Running out of memory regardless of how much GPU is allocated to the process

I almost always run out of memory in the first pass of my training loop. From the looks of it Pytorch allocates as much memory as possible for the model. I’ve tried torch.cuda.set_per_process_memory_fraction() and have found that the model can be fit into 7gb or 13gb of GPU memory, but in both cases it doesn’t leave enough room for batches and/or backward(). Is there a way to work with this?

with full memory (16 GB) it dies on backward

RuntimeError: CUDA out of memory. Tried to allocate 786.00 MiB (GPU 0; 15.90 GiB total capacity; 14.56 GiB already allocated; 161.75 MiB free; 14.64 GiB reserved in total by PyTorch) If reserved memory is >> allocated memory try setting max_split_size_mb to avoid fragmentation.  See documentation for Memory Management and PYTORCH_CUDA_ALLOC_CONF

with partial memory (8 GB) it dies putting the batch onto the GPU:

RuntimeError: CUDA out of memory. Tried to allocate 192.00 MiB (GPU 0; 15.90 GiB total capacity; 7.81 GiB already allocated; 6.93 GiB free; 7.95 GiB allowed; 7.86 GiB reserved in total by PyTorch) If reserved memory is >> allocated memory try setting max_split_size_mb to avoid fragmentation.  See documentation for Memory Management and PYTORCH_CUDA_ALLOC_CONF

Heres my Dataset:

class Pg19_Dataset(Dataset):
    def __init__(self, data): # path=None):
      self.data = data

    def __len__(self):
        return len(self.data)

    def __getitem__(self, idx):
        length = 1024

        tokenized = torch.squeeze(self.data[idx])
        label_idx = random.randrange(4, len(tokenized))

        item = {}
        tokens = tokenized[max(label_idx - length, 0): label_idx]
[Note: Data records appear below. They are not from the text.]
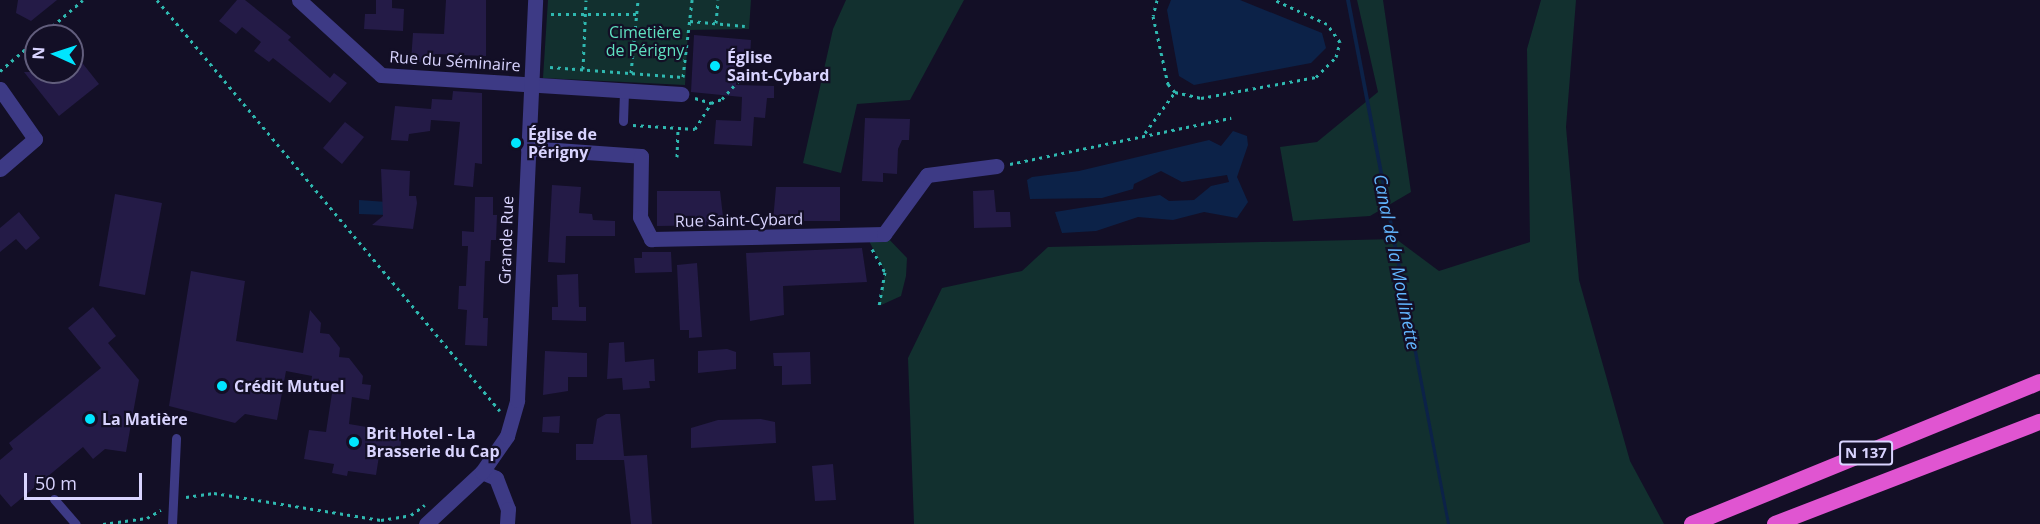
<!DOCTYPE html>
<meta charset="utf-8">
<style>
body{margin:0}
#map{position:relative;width:2040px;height:524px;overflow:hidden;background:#130f26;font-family:"Open Sans",sans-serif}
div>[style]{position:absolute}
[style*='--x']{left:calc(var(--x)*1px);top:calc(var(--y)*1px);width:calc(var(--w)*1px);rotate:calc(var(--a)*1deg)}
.green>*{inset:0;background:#12302f}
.water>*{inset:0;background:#0c2248}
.building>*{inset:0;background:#241b47}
.path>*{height:3px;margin-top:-1.5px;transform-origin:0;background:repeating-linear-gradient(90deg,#2fb8b0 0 3px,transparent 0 7.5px)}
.service>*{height:9px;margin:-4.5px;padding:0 4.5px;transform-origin:4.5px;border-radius:4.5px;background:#3d3a85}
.minor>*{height:15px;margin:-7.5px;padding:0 7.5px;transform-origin:7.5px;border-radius:7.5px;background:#3d3a85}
.tertiary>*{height:15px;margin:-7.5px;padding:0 7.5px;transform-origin:7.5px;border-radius:7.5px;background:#3d3a85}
.trunk>*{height:16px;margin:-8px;padding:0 8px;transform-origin:8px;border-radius:8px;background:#e055d1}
.dots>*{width:16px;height:16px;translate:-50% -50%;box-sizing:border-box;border:3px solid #130f26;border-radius:50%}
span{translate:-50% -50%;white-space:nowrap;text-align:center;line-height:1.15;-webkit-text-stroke:4.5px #130f26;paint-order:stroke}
.shield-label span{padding:2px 4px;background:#130f26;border:2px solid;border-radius:4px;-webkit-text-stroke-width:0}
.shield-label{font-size:15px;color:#d9d4ff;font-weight:700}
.park-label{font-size:16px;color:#5fe0c0}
.poi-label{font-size:16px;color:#d9d4ff;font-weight:700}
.left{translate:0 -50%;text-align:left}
.street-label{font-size:16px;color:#d9d4ff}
.water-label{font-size:18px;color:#62b6ff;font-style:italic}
.north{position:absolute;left:24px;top:24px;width:60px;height:60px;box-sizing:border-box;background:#130f26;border:2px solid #625e7d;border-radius:50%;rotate:273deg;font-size:16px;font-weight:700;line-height:24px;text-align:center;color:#d9d4ff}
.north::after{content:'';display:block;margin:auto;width:21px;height:27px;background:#00e5ff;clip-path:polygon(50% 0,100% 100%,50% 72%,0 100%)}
.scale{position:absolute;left:24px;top:473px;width:118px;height:27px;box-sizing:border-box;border:3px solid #d9d4ff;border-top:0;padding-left:8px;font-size:18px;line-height:21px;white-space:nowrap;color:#d9d4ff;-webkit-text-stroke:4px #130f26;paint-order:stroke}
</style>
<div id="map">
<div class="green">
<div style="clip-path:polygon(548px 0,751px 0,749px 29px,688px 30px,685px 85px,543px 78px)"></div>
<div style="clip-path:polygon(846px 0,964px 0,910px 100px,857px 104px,841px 173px,803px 163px,833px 29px)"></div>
<div style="clip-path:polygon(1357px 0,1383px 0,1411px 192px,1370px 216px,1293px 221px,1280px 147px,1317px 142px,1378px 92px)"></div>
<div style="clip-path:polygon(1541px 0,1576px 0,1566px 127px,1579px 280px,1630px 461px,1664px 524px,914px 524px,908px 358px,942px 288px,1022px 271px,1048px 247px,1396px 239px,1439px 271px,1530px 242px,1527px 49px)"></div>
<div style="clip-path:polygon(884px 234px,907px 258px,906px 276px,901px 296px,879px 306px,885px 272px,866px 235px)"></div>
</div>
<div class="water">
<div style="clip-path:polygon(1171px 0,1240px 0,1322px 33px,1326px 48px,1311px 63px,1194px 85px,1179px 76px,1167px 10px)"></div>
<div style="clip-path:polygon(1346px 0,1350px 0,1450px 524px,1447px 524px)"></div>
<div style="clip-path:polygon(1233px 131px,1247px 136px,1248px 145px,1237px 177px,1248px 202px,1237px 218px,1204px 212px,1173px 220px,1138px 217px,1096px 231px,1062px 233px,1055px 212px,1160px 195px,1169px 201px,1194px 200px,1211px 186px,1229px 182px,1227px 175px,1182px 182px,1161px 171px,1134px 184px,1133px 189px,1102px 198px,1030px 199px,1027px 180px,1032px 177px,1079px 171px,1209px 140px,1221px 146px)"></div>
<div style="clip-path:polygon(359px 200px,387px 202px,387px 215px,359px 214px)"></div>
</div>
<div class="building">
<div style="clip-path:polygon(18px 0,57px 0,31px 21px,16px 13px)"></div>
<div style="clip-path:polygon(237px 0,245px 0,291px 37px,288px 40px,330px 78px,334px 73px,347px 83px,330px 103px,273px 58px,269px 62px,254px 51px,261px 42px,242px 27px,236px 34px,219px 21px)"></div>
<div style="clip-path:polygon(376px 0,392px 0,392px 8px,404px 9px,403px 31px,364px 29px,365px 14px,376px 14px)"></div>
<div style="clip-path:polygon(446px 0,486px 0,486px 56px,435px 54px,435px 64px,411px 61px,413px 33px,444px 34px)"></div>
<div style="clip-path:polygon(694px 35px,751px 40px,750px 58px,737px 58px,736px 85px,774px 86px,774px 98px,767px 98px,765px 118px,754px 117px,752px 146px,714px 144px,716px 120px,741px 121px,742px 97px,691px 92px)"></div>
<div style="clip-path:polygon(72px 50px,99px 84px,59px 116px,24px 72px,72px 72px)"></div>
<div style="clip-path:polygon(453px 91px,482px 93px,482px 164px,475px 163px,473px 187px,454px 185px,460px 122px,431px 120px,430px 131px,409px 134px,408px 141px,391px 140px,395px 106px,431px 109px,432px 99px,452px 100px)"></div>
<div style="clip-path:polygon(865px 118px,910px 119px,909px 140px,902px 140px,898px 149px,897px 174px,883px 173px,883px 182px,862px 181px)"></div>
<div style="clip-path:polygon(345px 122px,364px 137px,342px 164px,323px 148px)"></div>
<div style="clip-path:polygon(381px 169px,410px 171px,409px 196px,416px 196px,417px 203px,413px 229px,372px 225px,383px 216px)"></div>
<div style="clip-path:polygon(552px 185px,581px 187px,579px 213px,592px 214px,593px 220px,615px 221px,615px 236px,566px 236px,565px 263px,548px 262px)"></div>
<div style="clip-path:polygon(776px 187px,840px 187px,840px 221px,773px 221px)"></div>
<div style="clip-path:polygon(994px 190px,996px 212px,1010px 212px,1011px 227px,974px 228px,973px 191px)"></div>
<div style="clip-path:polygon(657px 191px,720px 191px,724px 225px,657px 226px)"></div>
<div style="clip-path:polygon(115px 194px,162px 203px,145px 295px,99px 286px)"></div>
<div style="clip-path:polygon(475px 197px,493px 197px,493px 215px,497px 215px,496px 240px,491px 240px,490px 261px,485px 261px,483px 318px,488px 318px,487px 346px,465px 345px,467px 310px,458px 309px,459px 286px,466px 286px,468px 246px,462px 246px,462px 231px,474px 232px)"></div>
<div style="clip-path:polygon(19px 212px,40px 238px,26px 250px,16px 239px,0 252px,0 228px)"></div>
<div style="clip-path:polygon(862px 248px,867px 282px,783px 286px,784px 315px,750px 321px,746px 253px)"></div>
<div style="clip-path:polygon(642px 252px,671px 252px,672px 272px,635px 273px,634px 258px,642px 258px)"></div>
<div style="clip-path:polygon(697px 263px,702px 337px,689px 338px,689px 330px,680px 330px,677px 265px)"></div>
<div style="clip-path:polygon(191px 271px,245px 281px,236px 341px,303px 353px,310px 310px,321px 323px,320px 333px,329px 334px,340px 348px,339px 357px,349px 358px,363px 376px,362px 384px,371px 385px,369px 400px,352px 397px,349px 424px,402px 433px,399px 459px,379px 456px,376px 475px,348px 471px,347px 476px,332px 473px,334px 464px,304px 459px,309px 430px,326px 432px,332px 393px,310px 390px,312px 376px,286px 371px,277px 420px,245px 414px,235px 423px,169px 406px)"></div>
<div style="clip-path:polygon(578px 274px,579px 307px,586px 307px,586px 321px,552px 320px,552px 307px,558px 307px,557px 275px)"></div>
<div style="clip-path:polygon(93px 307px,116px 336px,108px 343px,139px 380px,126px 452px,105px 449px,93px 459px,83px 447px,11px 507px,0 494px,0 460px,13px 449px,9px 443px,101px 368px,68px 328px)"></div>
<div style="clip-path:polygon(624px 342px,625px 362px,654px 359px,655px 381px,649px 381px,650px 388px,623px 390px,622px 378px,607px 379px,609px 343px)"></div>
<div style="clip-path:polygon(727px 349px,736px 352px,736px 369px,698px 373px,698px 351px)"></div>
<div style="clip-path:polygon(545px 351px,587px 353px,587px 377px,568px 377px,568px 391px,543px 395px)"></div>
<div style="clip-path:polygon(810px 352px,811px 384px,782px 385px,782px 366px,774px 366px,773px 353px)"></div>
<div style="clip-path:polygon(606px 414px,620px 414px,624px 456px,647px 455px,652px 524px,631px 524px,624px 460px,576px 460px,576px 444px,593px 444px,597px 419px)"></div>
<div style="clip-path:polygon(560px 416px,559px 433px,542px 432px,543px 417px)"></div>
<div style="clip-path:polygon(761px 419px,775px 422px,776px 443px,691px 448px,691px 428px,718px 420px)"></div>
<div style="clip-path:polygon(833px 464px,836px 500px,815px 501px,812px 466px)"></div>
</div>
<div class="path">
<div style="--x:157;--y:0;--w:535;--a:50.15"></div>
<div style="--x:1157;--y:0;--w:16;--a:104"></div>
<div style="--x:1153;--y:16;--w:70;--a:77.6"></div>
<div style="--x:1168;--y:84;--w:11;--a:49"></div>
<div style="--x:1175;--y:92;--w:27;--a:13"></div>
<div style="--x:1201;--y:98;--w:117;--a:-10.3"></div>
<div style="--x:1316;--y:77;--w:28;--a:-45"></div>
<div style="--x:1336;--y:57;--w:16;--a:-75"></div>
<div style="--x:1340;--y:42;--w:22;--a:-126"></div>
<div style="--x:1327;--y:24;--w:57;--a:-155.2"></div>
<div style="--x:551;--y:14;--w:86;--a:0"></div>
<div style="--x:690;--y:21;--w:55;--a:5.2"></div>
<div style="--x:716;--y:23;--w:23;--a:-85"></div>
<div style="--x:41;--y:36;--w:55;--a:-40.6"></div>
<div style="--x:550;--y:67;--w:133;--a:4.3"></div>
<div style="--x:683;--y:77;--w:78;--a:-83.3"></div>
<div style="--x:583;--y:69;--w:69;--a:-87.5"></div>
<div style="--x:0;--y:71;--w:48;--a:-40.7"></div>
<div style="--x:631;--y:73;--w:73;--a:-84.5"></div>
<div style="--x:695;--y:98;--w:17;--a:17"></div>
<div style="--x:633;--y:125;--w:62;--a:3.7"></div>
<div style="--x:695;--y:129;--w:31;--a:-58"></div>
<div style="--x:711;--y:103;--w:12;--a:-20"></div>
<div style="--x:722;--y:99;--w:25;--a:-48"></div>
<div style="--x:1145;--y:133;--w:51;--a:-53.8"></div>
<div style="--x:677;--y:157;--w:30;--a:-88"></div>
<div style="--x:1010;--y:164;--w:226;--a:-11.8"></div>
<div style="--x:872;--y:249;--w:26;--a:61"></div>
<div style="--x:885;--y:272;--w:35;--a:100"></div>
<div style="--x:186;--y:497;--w:28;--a:-8"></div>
<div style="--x:214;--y:493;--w:169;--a:9.2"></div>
<div style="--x:381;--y:520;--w:30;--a:-9"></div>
<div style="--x:411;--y:515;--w:17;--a:-36"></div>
<div style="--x:103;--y:524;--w:44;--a:-7.8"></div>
<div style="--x:147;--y:518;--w:16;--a:-30"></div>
</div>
<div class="service">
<div style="--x:623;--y:121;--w:30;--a:-88"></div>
<div style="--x:54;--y:499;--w:33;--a:49"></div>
<div style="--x:172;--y:524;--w:86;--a:-87.3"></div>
</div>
<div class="minor">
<div style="--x:299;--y:0;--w:111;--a:42.4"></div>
<div style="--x:381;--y:75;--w:301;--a:3.6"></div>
<div style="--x:0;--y:89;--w:61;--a:55"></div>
<div style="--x:35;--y:139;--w:46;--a:139.4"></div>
<div style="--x:528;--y:148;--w:113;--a:4"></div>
<div style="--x:641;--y:156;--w:61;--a:90.9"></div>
<div style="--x:640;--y:217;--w:25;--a:63"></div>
<div style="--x:651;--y:239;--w:233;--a:-1.2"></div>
<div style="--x:884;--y:234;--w:73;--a:-53.9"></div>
<div style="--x:927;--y:175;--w:70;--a:-7.4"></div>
<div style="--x:482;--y:472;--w:15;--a:23"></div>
<div style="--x:496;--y:478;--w:33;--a:69"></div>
<div style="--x:508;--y:509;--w:15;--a:94"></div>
</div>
<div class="tertiary">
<div style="--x:426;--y:524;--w:76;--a:-42.9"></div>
<div style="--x:482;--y:472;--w:44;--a:-55.2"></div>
<div style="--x:507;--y:436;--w:37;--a:-74"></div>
<div style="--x:517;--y:400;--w:400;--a:-87.4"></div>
</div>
<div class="trunk">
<div style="--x:1692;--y:524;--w:376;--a:-22.2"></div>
<div style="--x:1775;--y:524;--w:284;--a:-21.1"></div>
</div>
<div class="dots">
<div style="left:715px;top:66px;background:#00e5ff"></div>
<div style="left:516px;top:143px;background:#00e5ff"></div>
<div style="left:222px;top:386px;background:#00e5ff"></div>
<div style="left:90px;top:419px;background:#00e5ff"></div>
<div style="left:354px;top:442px;background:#00e5ff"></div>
</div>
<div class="shield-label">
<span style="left:1866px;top:453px">N 137</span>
</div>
<div class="park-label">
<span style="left:645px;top:41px">Cimetière<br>de Périgny</span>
</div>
<div class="poi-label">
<span class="left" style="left:727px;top:66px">Église<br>Saint-Cybard</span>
<span class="left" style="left:528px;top:143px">Église de<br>Périgny</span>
<span class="left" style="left:234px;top:386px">Crédit Mutuel</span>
<span class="left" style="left:102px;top:419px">La Matière</span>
<span class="left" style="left:366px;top:442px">Brit Hotel - La<br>Brasserie du Cap</span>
</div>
<div class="street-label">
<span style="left:455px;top:61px;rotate:4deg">Rue du Séminaire</span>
<span style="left:739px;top:220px;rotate:-1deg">Rue Saint-Cybard</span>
<span style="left:506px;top:240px;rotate:-88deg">Grande Rue</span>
</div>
<div class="water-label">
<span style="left:1397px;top:262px;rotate:79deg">Canal de la Moulinette</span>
</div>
<div class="north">N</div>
<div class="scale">50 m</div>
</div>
        item['input_ids'] = torch.zeros((length, ))
        item['input_ids'][: len(tokens)] = tokens 
        item['input_ids'] = item['input_ids'].long()
        item['labels'] = torch.clone(item['input_ids'])
        item['attention_mask'] = torch.zeros((length, ))
        item['attention_mask'][: len(tokens)] = 1 
        item['attention_mask'] = item['attention_mask'].half()

        return item

the DataLoader:

train_loader = DataLoader(
    train_dataset, 
    batch_size=4, 
    shuffle=True, 
    num_workers=os.cpu_count()
)

training loop:

model.train()
model.to(device)

optim = torch.optim.AdamW(model.parameters(), lr=5e-5)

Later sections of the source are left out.